[Problem to solve] Could you give the listing again exactly, without its pictures?

[Working data]
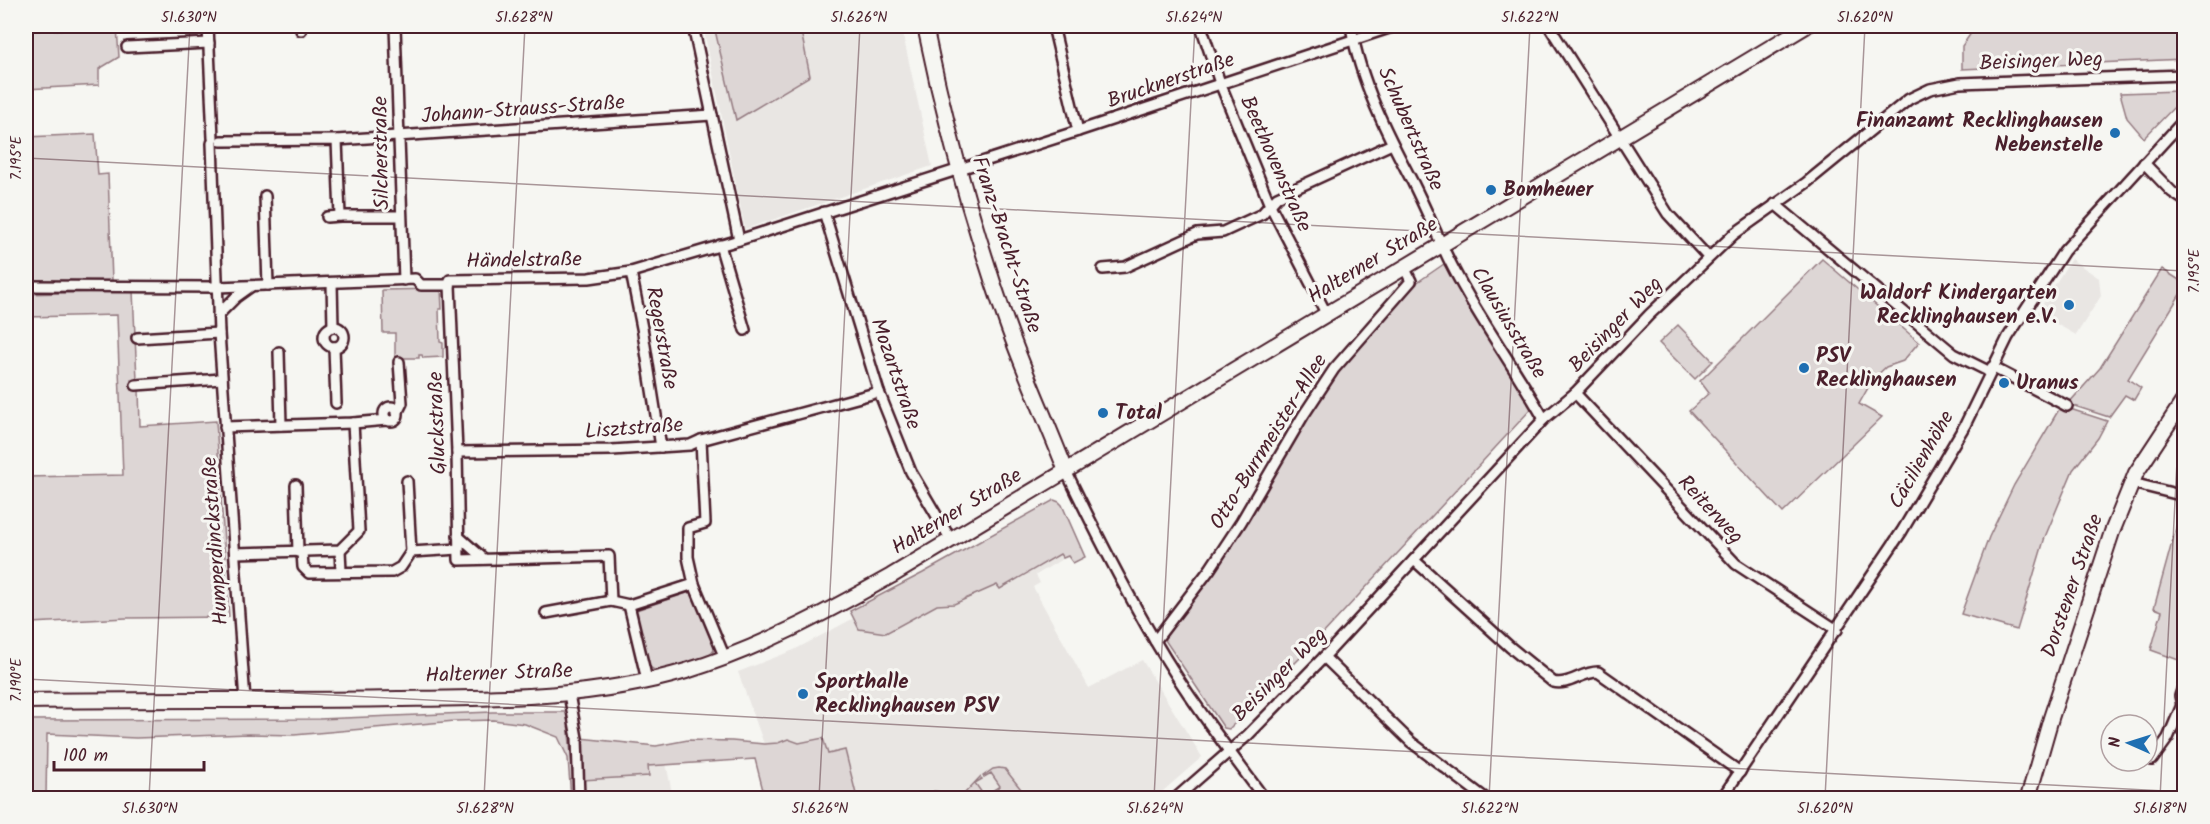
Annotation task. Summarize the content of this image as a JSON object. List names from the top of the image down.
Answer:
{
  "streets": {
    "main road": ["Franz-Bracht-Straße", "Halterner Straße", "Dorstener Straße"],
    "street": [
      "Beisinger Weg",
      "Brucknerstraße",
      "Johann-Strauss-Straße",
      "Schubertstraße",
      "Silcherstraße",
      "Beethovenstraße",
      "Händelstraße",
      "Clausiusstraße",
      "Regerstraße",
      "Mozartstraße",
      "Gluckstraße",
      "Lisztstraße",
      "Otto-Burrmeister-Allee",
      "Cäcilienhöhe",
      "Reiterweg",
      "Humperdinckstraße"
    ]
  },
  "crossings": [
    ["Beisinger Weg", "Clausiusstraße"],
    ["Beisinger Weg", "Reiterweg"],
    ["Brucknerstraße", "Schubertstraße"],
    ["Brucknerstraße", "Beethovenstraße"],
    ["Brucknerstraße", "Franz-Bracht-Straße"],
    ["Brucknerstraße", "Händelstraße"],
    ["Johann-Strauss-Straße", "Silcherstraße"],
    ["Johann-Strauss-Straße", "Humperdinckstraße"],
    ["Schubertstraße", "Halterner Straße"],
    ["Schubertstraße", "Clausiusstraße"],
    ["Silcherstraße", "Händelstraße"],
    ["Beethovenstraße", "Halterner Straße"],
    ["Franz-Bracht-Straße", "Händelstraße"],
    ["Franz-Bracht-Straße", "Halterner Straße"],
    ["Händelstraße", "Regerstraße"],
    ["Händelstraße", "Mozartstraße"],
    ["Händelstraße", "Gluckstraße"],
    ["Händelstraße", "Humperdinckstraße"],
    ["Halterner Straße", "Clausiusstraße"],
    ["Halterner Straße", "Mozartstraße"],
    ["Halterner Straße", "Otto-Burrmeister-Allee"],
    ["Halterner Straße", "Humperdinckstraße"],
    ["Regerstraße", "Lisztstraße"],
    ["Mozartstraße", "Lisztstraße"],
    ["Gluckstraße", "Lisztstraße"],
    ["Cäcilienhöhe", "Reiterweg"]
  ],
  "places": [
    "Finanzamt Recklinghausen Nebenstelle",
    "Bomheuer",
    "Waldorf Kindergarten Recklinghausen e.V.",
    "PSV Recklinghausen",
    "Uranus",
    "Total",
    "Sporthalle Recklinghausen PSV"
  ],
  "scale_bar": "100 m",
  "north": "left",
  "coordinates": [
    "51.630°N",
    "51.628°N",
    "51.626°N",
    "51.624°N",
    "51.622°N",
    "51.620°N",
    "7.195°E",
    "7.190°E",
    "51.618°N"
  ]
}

[Problem solution]
Annotation task. Summarize the content of this image as a JSON object. List names from the top of the image down.
Answer:
{
  "streets": {
    "main road": ["Franz-Bracht-Straße", "Halterner Straße", "Dorstener Straße"],
    "street": [
      "Beisinger Weg",
      "Brucknerstraße",
      "Johann-Strauss-Straße",
      "Schubertstraße",
      "Silcherstraße",
      "Beethovenstraße",
      "Händelstraße",
      "Clausiusstraße",
      "Regerstraße",
      "Mozartstraße",
      "Gluckstraße",
      "Lisztstraße",
      "Otto-Burrmeister-Allee",
      "Cäcilienhöhe",
      "Reiterweg",
      "Humperdinckstraße"
    ]
  },
  "crossings": [
    ["Beisinger Weg", "Clausiusstraße"],
    ["Beisinger Weg", "Reiterweg"],
    ["Brucknerstraße", "Schubertstraße"],
    ["Brucknerstraße", "Beethovenstraße"],
    ["Brucknerstraße", "Franz-Bracht-Straße"],
    ["Brucknerstraße", "Händelstraße"],
    ["Johann-Strauss-Straße", "Silcherstraße"],
    ["Johann-Strauss-Straße", "Humperdinckstraße"],
    ["Schubertstraße", "Halterner Straße"],
    ["Schubertstraße", "Clausiusstraße"],
    ["Silcherstraße", "Händelstraße"],
    ["Beethovenstraße", "Halterner Straße"],
    ["Franz-Bracht-Straße", "Händelstraße"],
    ["Franz-Bracht-Straße", "Halterner Straße"],
    ["Händelstraße", "Regerstraße"],
    ["Händelstraße", "Mozartstraße"],
    ["Händelstraße", "Gluckstraße"],
    ["Händelstraße", "Humperdinckstraße"],
    ["Halterner Straße", "Clausiusstraße"],
    ["Halterner Straße", "Mozartstraße"],
    ["Halterner Straße", "Otto-Burrmeister-Allee"],
    ["Halterner Straße", "Humperdinckstraße"],
    ["Regerstraße", "Lisztstraße"],
    ["Mozartstraße", "Lisztstraße"],
    ["Gluckstraße", "Lisztstraße"],
    ["Cäcilienhöhe", "Reiterweg"]
  ],
  "places": [
    "Finanzamt Recklinghausen Nebenstelle",
    "Bomheuer",
    "Waldorf Kindergarten Recklinghausen e.V.",
    "PSV Recklinghausen",
    "Uranus",
    "Total",
    "Sporthalle Recklinghausen PSV"
  ],
  "scale_bar": "100 m",
  "north": "left",
  "coordinates": [
    "51.630°N",
    "51.628°N",
    "51.626°N",
    "51.624°N",
    "51.622°N",
    "51.620°N",
    "7.195°E",
    "7.190°E",
    "51.618°N"
  ]
}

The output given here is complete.